WHAT IS NEEDED:
Which lines in the records below hold the word "header"? Copy each of them.

DATA:
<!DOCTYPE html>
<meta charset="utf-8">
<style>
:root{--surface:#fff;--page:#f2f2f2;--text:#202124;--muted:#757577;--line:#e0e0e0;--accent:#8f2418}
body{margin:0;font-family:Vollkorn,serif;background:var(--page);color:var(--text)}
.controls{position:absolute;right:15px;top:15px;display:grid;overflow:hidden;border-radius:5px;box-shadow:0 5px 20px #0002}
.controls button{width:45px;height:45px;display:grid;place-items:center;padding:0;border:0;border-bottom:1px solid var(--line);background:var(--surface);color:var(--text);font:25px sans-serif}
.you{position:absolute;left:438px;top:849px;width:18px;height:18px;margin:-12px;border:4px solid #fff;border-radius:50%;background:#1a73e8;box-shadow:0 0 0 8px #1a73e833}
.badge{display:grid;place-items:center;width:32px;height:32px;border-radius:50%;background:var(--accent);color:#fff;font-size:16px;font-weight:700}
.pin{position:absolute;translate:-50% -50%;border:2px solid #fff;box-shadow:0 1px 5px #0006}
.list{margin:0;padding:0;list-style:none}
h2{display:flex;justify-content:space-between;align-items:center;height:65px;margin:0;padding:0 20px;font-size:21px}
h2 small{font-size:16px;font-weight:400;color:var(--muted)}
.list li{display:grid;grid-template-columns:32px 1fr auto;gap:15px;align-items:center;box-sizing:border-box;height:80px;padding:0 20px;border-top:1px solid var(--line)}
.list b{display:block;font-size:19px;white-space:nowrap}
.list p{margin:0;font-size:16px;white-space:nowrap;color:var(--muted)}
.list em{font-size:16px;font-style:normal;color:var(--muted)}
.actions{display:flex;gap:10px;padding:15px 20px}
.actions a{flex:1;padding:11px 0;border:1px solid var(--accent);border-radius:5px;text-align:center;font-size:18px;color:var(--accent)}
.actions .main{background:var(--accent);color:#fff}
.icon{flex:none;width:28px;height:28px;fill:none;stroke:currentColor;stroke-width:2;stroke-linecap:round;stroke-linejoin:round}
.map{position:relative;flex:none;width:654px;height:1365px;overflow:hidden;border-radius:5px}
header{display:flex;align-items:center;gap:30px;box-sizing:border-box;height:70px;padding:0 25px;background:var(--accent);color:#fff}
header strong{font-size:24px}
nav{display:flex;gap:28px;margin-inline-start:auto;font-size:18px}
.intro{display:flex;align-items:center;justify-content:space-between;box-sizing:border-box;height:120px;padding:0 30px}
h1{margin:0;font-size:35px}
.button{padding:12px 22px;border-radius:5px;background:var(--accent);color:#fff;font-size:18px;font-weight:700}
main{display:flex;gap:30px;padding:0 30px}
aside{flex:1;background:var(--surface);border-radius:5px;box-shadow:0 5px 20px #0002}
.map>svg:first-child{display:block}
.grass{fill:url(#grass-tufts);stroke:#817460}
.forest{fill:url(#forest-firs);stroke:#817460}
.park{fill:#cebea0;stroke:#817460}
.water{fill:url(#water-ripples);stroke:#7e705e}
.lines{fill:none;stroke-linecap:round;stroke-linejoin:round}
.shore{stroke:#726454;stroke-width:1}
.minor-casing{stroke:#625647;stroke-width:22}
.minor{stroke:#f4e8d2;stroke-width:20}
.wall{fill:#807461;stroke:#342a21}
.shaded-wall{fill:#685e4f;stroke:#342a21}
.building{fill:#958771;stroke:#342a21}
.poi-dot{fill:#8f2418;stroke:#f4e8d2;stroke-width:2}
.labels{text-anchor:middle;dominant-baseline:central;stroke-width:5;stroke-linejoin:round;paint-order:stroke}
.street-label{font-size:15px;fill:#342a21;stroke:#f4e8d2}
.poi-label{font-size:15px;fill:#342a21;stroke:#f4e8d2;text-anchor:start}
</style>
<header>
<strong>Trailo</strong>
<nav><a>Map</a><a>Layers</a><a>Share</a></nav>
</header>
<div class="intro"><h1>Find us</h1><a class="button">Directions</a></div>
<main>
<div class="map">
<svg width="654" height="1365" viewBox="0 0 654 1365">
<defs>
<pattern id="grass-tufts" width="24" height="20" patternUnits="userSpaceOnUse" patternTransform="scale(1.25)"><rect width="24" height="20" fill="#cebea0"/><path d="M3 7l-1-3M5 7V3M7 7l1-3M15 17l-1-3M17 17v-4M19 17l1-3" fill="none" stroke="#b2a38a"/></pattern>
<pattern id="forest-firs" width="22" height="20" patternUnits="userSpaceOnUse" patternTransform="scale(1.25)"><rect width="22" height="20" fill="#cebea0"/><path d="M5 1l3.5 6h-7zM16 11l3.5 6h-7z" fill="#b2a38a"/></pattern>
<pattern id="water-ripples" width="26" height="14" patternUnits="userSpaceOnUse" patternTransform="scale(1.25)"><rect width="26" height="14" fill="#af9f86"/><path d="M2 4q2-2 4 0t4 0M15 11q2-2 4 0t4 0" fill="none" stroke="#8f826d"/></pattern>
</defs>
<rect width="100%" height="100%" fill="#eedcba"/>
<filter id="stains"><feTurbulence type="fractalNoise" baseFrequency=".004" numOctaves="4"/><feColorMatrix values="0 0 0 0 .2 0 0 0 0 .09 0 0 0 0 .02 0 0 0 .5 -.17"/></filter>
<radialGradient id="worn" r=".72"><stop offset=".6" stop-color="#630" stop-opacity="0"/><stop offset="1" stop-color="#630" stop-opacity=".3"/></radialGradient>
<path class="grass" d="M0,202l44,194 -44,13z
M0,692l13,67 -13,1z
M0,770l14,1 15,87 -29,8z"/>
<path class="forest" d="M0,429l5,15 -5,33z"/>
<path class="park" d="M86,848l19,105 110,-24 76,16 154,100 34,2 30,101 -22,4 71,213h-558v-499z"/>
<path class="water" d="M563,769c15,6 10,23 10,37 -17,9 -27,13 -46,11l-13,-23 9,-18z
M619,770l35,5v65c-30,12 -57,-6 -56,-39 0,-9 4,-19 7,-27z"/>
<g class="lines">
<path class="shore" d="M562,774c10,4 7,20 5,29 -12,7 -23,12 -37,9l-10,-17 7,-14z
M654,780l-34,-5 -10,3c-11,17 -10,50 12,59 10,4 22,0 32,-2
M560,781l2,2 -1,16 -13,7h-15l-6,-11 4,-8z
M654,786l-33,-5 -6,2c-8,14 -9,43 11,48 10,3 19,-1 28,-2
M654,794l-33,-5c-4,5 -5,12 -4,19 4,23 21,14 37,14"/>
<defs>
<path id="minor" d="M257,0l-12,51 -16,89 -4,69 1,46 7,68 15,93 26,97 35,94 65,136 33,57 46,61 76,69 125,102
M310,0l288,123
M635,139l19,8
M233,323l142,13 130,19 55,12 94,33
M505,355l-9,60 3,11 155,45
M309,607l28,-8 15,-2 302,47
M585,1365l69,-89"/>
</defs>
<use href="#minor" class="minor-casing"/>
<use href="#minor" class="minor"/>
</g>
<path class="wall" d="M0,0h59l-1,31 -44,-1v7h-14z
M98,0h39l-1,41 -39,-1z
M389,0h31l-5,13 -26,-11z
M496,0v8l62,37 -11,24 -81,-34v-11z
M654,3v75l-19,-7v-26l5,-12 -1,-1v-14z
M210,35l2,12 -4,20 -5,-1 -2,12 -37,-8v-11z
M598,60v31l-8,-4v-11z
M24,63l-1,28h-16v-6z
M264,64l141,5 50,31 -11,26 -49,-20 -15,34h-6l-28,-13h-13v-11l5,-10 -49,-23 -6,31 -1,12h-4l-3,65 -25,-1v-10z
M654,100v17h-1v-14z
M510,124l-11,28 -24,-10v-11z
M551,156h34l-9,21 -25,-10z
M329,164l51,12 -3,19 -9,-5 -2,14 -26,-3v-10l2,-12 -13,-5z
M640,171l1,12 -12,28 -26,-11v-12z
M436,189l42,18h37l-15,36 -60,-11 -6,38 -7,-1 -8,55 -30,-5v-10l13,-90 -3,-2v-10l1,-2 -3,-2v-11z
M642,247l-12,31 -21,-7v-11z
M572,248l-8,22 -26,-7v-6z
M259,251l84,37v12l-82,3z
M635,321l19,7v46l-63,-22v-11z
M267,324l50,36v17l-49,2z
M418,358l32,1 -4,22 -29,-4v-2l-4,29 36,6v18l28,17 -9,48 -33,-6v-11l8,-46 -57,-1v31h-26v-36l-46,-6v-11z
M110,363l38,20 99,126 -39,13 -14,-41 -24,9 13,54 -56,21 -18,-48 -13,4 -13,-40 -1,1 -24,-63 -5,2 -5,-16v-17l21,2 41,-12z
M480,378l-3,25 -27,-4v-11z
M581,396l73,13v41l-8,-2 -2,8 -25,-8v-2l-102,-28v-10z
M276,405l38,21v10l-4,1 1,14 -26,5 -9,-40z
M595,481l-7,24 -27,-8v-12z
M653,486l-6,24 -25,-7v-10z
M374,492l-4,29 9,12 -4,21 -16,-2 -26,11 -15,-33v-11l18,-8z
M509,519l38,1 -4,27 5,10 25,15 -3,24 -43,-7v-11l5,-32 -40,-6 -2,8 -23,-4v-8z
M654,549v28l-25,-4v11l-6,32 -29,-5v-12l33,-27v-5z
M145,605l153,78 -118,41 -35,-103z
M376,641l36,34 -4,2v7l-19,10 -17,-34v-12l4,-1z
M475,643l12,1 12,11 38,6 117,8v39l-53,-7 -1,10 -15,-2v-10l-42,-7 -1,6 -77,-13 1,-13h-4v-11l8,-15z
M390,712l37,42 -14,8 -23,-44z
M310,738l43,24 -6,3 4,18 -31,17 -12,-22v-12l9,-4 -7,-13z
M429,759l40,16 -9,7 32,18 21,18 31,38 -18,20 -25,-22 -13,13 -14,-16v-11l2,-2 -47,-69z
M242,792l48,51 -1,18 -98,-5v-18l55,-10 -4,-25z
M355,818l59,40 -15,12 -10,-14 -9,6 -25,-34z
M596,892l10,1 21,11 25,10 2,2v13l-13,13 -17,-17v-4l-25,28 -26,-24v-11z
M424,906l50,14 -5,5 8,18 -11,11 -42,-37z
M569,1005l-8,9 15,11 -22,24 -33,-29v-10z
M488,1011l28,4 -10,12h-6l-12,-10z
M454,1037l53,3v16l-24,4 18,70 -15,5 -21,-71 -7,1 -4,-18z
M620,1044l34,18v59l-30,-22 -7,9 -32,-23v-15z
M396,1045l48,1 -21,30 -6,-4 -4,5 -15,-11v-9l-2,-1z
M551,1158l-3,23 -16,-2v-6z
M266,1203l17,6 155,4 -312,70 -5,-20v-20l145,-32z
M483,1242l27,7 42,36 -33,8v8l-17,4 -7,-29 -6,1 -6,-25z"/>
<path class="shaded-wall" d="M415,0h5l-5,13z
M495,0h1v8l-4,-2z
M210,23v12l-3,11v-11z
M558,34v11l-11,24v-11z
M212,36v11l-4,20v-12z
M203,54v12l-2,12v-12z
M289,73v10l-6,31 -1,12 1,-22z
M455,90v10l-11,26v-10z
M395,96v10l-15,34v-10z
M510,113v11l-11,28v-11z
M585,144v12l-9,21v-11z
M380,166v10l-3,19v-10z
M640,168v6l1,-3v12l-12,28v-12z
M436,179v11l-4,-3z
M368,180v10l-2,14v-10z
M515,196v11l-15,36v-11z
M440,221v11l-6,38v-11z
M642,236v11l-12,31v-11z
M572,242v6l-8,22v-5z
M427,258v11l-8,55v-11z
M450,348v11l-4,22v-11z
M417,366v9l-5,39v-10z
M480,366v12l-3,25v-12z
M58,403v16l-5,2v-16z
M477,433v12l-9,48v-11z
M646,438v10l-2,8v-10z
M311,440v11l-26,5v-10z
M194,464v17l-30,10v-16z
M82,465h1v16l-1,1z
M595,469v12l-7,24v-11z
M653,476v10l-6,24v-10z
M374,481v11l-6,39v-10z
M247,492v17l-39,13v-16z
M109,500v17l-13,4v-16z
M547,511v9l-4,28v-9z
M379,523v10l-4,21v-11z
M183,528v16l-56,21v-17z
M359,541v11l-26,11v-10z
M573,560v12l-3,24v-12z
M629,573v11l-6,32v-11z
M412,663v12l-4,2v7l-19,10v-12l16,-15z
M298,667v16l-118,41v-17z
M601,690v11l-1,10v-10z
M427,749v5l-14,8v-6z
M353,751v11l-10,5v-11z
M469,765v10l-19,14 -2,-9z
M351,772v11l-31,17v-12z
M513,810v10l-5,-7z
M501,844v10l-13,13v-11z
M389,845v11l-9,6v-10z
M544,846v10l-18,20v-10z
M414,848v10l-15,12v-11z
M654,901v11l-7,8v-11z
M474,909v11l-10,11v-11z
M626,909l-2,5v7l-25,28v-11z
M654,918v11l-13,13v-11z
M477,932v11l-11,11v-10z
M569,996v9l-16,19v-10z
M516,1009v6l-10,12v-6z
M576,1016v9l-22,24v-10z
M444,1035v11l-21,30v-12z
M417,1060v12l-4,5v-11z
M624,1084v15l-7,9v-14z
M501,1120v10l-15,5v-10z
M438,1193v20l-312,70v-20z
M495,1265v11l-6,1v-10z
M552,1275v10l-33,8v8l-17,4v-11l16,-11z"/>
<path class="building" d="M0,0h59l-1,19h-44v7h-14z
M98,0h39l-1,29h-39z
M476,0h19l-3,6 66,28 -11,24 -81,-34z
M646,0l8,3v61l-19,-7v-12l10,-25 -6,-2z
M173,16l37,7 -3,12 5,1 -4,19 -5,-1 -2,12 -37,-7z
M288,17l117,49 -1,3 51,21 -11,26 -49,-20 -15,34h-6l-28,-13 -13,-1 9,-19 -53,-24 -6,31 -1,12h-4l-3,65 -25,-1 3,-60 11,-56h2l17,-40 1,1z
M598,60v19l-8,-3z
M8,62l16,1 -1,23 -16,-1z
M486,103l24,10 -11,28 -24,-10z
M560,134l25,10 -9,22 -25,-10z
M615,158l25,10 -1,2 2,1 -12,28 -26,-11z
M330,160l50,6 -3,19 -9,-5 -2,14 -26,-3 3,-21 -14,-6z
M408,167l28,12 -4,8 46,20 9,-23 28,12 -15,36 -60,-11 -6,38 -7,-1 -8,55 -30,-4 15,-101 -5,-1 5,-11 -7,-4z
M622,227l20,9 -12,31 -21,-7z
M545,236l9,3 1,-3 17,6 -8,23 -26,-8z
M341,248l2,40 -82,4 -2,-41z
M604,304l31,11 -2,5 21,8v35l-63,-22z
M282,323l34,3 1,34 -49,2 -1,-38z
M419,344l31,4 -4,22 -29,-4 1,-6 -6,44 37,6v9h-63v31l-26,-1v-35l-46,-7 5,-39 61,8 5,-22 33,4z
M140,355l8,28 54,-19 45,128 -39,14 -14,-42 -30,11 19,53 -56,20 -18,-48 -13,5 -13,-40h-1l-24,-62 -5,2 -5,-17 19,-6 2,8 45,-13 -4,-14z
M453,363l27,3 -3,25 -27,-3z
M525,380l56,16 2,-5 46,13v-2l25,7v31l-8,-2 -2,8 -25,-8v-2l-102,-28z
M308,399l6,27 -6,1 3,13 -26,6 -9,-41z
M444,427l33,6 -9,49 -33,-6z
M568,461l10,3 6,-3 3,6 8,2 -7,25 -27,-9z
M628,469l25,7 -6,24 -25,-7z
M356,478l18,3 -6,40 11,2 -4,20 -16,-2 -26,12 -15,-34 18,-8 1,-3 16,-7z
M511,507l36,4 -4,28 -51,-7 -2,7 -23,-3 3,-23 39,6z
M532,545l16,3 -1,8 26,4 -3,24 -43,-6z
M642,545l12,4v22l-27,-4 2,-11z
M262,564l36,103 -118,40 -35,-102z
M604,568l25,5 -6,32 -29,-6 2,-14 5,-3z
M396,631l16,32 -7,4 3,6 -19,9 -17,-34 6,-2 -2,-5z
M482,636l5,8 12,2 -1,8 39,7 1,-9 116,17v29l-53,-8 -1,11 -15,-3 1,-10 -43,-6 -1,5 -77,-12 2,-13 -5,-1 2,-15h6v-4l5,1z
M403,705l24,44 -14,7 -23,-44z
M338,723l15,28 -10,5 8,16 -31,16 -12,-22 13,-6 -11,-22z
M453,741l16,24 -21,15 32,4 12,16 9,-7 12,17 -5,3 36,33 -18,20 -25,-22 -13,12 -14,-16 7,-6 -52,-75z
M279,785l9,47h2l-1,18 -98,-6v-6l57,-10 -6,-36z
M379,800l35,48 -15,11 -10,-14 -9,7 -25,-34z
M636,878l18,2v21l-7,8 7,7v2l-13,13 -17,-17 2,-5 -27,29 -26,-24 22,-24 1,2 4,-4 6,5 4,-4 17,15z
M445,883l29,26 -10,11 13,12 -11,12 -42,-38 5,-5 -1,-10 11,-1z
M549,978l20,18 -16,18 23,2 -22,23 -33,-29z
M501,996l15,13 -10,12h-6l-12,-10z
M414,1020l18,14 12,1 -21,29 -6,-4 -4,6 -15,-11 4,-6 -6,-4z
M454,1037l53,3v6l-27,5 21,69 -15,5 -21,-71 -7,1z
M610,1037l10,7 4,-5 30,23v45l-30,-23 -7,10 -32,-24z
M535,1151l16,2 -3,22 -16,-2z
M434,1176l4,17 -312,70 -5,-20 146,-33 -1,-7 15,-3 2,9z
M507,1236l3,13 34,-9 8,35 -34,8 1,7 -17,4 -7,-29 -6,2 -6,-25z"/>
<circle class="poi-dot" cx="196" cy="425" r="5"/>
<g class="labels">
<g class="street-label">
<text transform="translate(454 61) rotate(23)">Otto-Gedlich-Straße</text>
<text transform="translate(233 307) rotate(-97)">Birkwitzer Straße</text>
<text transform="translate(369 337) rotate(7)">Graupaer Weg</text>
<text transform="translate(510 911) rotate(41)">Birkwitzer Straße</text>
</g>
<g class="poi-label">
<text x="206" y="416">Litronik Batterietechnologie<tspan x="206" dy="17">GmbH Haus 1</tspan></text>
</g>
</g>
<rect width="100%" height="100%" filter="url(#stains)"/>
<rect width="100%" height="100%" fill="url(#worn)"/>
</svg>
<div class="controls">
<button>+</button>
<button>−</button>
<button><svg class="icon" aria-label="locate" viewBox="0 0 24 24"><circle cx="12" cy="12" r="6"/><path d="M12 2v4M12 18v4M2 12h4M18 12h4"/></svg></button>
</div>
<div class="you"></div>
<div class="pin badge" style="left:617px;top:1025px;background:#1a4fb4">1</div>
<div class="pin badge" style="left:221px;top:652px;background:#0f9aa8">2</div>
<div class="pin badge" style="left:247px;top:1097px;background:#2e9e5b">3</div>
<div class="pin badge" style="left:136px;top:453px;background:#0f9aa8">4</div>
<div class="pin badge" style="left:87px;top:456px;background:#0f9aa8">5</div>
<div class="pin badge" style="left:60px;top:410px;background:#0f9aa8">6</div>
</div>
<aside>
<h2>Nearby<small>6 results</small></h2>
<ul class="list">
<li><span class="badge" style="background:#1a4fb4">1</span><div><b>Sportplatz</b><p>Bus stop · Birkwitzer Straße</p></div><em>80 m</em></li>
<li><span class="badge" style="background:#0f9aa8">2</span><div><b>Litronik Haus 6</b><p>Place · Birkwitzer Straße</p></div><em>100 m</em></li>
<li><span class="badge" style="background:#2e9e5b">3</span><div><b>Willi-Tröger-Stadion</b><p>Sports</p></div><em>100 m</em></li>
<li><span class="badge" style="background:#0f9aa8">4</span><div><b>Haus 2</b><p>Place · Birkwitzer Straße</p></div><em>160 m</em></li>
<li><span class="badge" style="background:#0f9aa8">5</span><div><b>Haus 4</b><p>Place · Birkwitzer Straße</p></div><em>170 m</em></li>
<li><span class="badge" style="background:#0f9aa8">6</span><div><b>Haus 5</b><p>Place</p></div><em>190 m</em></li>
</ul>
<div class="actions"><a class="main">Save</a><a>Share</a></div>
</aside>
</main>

EXERCISE OUTPUT:
header{display:flex;align-items:center;gap:30px;box-sizing:border-box;height:70px;padding:0 25px;background:var(--accent);color:#fff}
header strong{font-size:24px}
<header>
</header>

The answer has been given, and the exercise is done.